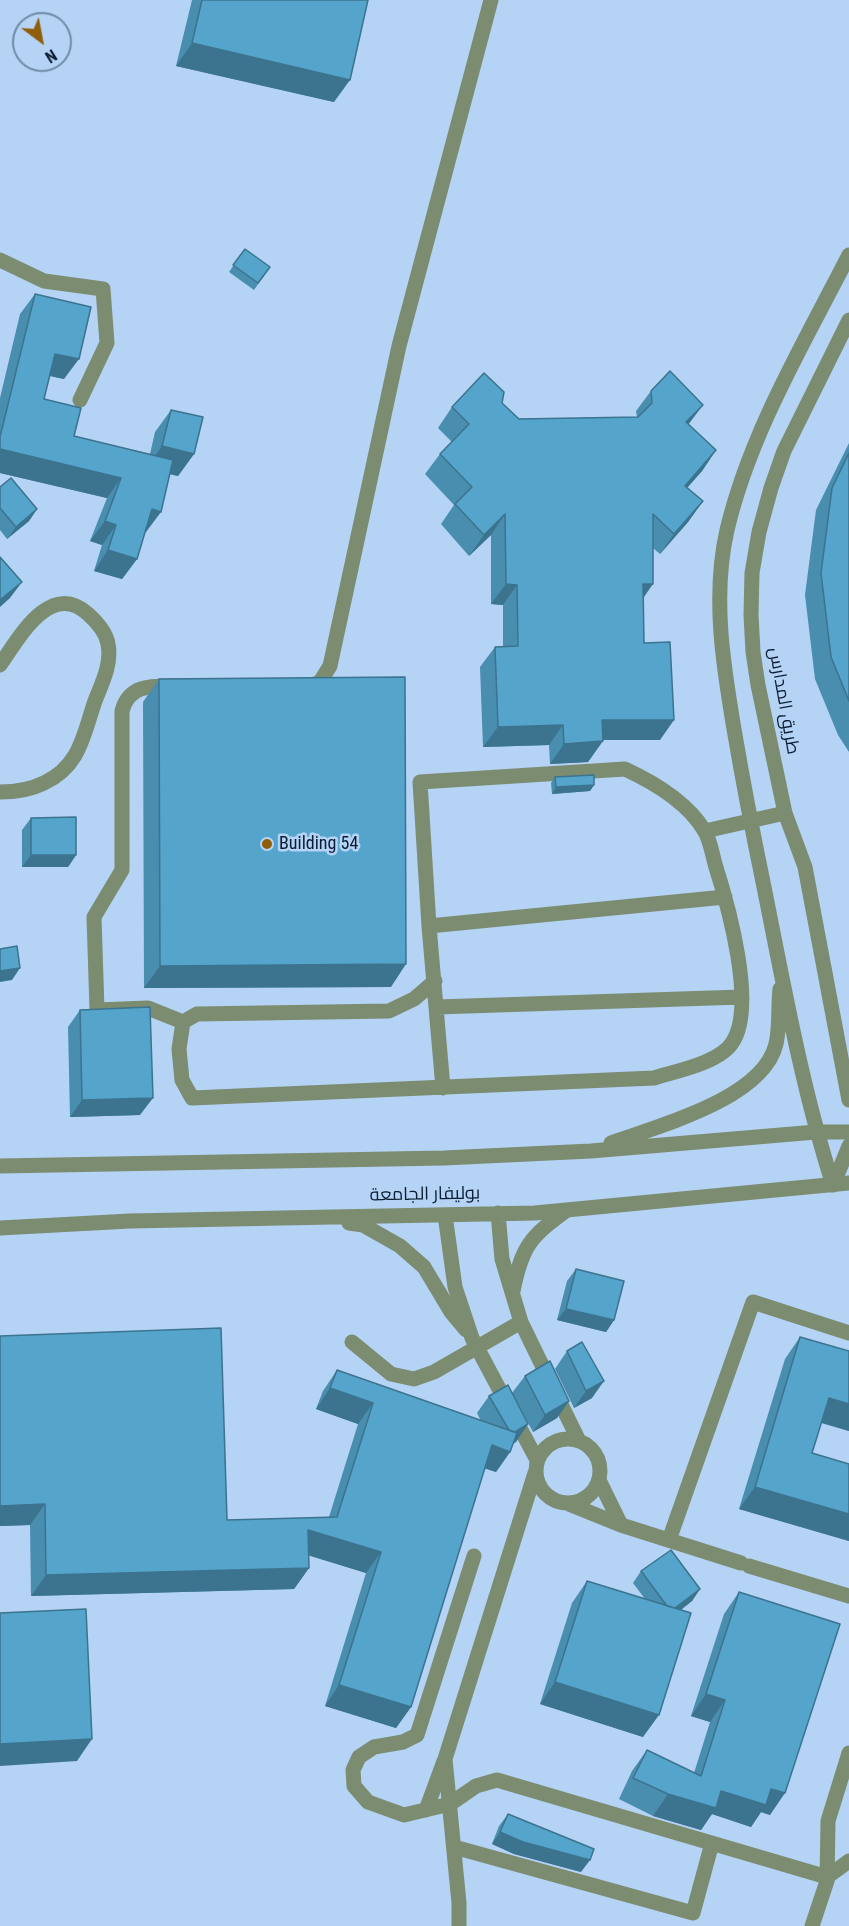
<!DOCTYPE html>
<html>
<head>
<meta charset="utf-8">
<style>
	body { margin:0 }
	#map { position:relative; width:849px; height:1926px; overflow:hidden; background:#b5d3f5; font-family:"Roboto Condensed",sans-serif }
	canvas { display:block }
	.north { position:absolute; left:12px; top:12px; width:60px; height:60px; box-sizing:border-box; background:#b5d3f5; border:2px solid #718aa7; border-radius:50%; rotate:148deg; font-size:16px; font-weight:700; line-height:24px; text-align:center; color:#0a1d33 }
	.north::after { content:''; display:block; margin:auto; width:21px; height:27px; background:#8f5e0b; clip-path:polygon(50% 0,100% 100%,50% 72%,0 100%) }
</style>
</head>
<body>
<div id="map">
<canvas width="849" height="1926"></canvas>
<div class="north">N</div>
</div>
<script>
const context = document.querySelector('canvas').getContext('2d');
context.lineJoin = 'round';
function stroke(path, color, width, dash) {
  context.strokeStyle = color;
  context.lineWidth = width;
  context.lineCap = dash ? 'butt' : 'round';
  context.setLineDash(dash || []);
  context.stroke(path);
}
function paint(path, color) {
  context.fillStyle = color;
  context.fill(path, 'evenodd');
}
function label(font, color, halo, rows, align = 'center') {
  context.font = font + ' "Roboto Condensed",Cairo,sans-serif';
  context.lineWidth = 5;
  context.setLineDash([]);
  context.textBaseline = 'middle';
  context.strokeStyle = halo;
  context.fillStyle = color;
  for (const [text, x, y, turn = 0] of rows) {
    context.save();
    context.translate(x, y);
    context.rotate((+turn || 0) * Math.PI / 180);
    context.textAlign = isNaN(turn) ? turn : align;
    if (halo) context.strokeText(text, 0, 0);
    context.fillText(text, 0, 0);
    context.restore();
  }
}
stroke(new Path2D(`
	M0,260L44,281L103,289L107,343L80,400
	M849,320L784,451L771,488L759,532L752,573L751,615L753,652L758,685L785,813L805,867L849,1100
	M0,665C19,638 50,580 88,614C97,622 106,632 108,644C112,664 102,683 95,701C83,736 80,766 44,783C30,790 15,792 0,792
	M175,686C152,686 129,684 122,711V870L94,917L97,1010L148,1008L183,1022
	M307,687L320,682L330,666L399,346L491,0
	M705,831L785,813
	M429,926L420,782L625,769C653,782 687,802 704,830C710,839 712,853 715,864C728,905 757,1007 732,1043C719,1063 676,1071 654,1078L192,1098L182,1080L179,1049L183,1022L197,1014L389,1011L414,999L435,981
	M437,1007L742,997
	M443,1088L429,926L725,897
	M611,1143C658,1126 763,1099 776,1044C780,1027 778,1006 780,989
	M0,1166L444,1158L591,1151L816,1132H849
	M833,1185C802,1088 784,987 764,887C753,834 743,782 734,729C723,664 712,596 727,530C750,433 804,343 849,255
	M833,1185L849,1146
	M498,1213L502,1259L521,1322L579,1441
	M445,1215L455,1287L472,1338L537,1460
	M349,1223L363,1225L400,1246L424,1267L451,1312L466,1330
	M0,1228L130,1221L535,1213L849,1183
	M513,1291C522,1246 530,1237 567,1210
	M352,1342L391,1374L414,1379L434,1372L521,1322
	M536 1471a32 32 0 1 1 64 0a32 32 0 1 1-64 0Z
	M599,1480L621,1525
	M569,1504L621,1525L741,1563
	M669,1540L753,1302L849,1333
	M474,1556L417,1735L403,1742L374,1747L359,1757L353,1770L354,1786L368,1802L404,1815L450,1804L476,1786L497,1780L827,1877L849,1861
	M749,1566L849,1596
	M426,1810L444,1761
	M454,1847L693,1913L712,1843
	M459,1926V1903L445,1759L535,1473
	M812,1926L827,1881L828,1821L849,1753`), '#7c8c71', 15);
paint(new Path2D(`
	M192,0H368L334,102L176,66Z
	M245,249L270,267L254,290L229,272Z
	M35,294L64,379L50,376L44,399L74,436L150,454L155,432L171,410L194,454L178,476L170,474L146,532H145L137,559L122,579L94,571L102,545L90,541L107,498L0,473V398L20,314Z
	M651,391L716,450L702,471L687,488L703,501L688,522L660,554L653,548L644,598V643L660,740H603L588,762L550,764L549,745L483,747L480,667L495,647H503V605L491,604V535L469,556L441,524L454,505L425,474L440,454L452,442L438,428L452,407L502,403L519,419L637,417L636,411Z
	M849,443V752L838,735L815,679L805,595L816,510Z
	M0,487L37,509L29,521L7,539L0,530Z
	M159,679L391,987L144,988L143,702Z
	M555,777L594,785L590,791L552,794L551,783Z
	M31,818L76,855L68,867H22V830Z
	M80,1010L140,1115L70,1117L68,1027Z
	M576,1269L614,1320L606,1332L557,1320L567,1281Z
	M0,1336L227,1520L329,1517L358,1424L316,1409L323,1391L337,1370L481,1421L477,1413L489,1396L528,1424L516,1442L513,1443L510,1452L496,1472L485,1468L411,1707L396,1728L325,1706L366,1573L309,1555V1568L294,1589L31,1596L30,1525L0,1526Z
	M800,1337L849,1431L821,1423L812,1453L849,1464V1541L739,1509L785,1359Z
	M567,1351L592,1398L574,1408L555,1369Z
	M525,1376L569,1401L557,1418L533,1432L512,1393Z
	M641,1571L700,1589L692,1601L681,1610L643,1737L540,1704L572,1603L587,1581L645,1599L633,1583Z
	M739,1592L770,1815L761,1812L751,1827L712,1814L701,1830L653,1816L619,1799L632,1771L647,1750L694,1773L710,1722L691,1716L724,1614Z
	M508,1814L581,1872L514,1854L492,1844L499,1826Z`), '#498daf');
paint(new Path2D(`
	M192,43L350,80L334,102L176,66Z
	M55,354L79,359L64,379L41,374Z
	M703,405L688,425L686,422Z
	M162,446L194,454L178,476L146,469Z
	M0,449L121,478L107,498L0,473Z
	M716,450L702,471L671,506L685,486Z
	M703,501L688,522L660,554L674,534Z
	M37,509L29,521L7,539L16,527Z
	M152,509L161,512L146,532L137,529Z
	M505,514L491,535L469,556L484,535Z
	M105,521L116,525L102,545L90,541Z
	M108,550L137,559L122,579L94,571Z
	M22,582L10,598L0,607V600Z
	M506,584L517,585L503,605L491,604Z
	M643,584H653L639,604Z
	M602,720H674L660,740H587Z
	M563,725L549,745L483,747L498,727Z
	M603,741L588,762L550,764L564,744Z
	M594,785L590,791L552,794L556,787Z
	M31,855H76L68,867H22Z
	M406,964L391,987L144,988L160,966Z
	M20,968L12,980L0,982V971Z
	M153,1098L140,1115L70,1117L82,1100Z
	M566,1309L614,1320L606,1332L557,1320Z
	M604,1381L592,1398L574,1408L586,1391Z
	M330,1388L373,1403L358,1424L316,1409Z
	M829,1398L849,1404V1431L813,1420Z
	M569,1401L557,1418L533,1432L545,1415Z
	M528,1424L516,1442L503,1449L510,1452L496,1472L477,1466L492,1445Z
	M755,1487L849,1514V1541L739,1509Z
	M45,1504L30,1525L0,1526V1506Z
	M308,1530L381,1552L366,1573L294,1551Z
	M309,1568L294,1589L31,1596L46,1575Z
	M700,1589L692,1601L663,1623L672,1611Z
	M555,1682L659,1715L643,1737L540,1704Z
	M339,1685L411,1707L396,1728L325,1706Z
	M706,1694L725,1700L710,1722L691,1716Z
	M92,1739L77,1761L0,1766V1744Z
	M771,1789L785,1793L770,1815L761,1812L751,1827L712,1814L701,1830L653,1816L668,1794Z
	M500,1832L590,1860L581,1872L514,1854L492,1844Z`), '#3c738e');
const building = new Path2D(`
	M202,0H368L350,80L192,43Z
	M245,249L270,267L258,283L233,265Z
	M35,294L91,307L79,359L55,354L44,399L81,408L74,436L173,460L161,512L152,509L137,559L108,550L116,525L105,521L121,478L0,449V437Z
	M670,371L703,405L686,422L716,450L685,486L703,501L674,534L653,514V584H643L644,643L670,642L674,720H602L603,741L564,744L563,725L498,727L495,647L518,646L517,585L506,584L505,514L484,535L455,504L472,487L440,454L469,424L452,407L484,373L504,392L502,403L519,419L638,417L652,403L651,391Z
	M171,410L203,417L194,454L162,446Z
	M849,453V701L831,657L821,573L832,488Z
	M11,478L37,509L16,527L0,508V487Z
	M0,557L22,582L0,600Z
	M405,677L406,964L160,966L159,679Z
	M594,775V785L556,787L555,777Z
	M76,817V855H31V818Z
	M17,946L20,968L0,971V949Z
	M150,1007L153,1098L82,1100L80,1010Z
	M576,1269L624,1281L614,1320L566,1309Z
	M221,1328L227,1520L337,1517L373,1403L330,1388L337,1370L517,1433L510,1452L492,1445L411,1707L339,1685L381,1552L308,1530L309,1568L46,1575L45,1504L0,1506V1336Z
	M800,1337L849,1351V1404L829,1398L812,1453L849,1464V1514L755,1487Z
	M582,1342L604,1381L586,1391L567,1351Z
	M550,1361L569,1401L545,1415L525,1376Z
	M508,1385L528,1424L515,1432L509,1430L489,1396Z
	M671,1550L700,1589L675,1608L667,1606L641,1571Z
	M587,1581L691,1613L659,1715L555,1682Z
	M739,1592L840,1624L785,1793L771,1789L766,1805L721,1791L716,1808L668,1794L633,1778L647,1750L701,1776L725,1700L706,1694Z
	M86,1609L92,1739L0,1744V1613Z
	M508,1814L594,1849L590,1860L523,1842L500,1832Z`);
paint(building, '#55a4cb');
stroke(building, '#3c738e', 1.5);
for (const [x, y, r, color] of [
	[267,844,6,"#8f5e0b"]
]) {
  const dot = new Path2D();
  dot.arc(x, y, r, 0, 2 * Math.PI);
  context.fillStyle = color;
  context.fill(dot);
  stroke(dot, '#b5d3f5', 2);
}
label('18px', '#0a1d33', '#b5d3f5', [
	["طريق المدارس",783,701,80],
	["بوليفار الجامعة",425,1195,-1]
]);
label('18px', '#0a1d33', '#b5d3f5', [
	["Building 54",279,844]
], 'left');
</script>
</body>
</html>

· · · · ·

> Your instructions: Filter the listing above so that only lines holding the word "setLineDash" remain, and report those lines.

> Solved exercise:
  context.setLineDash(dash || []);
  context.setLineDash([]);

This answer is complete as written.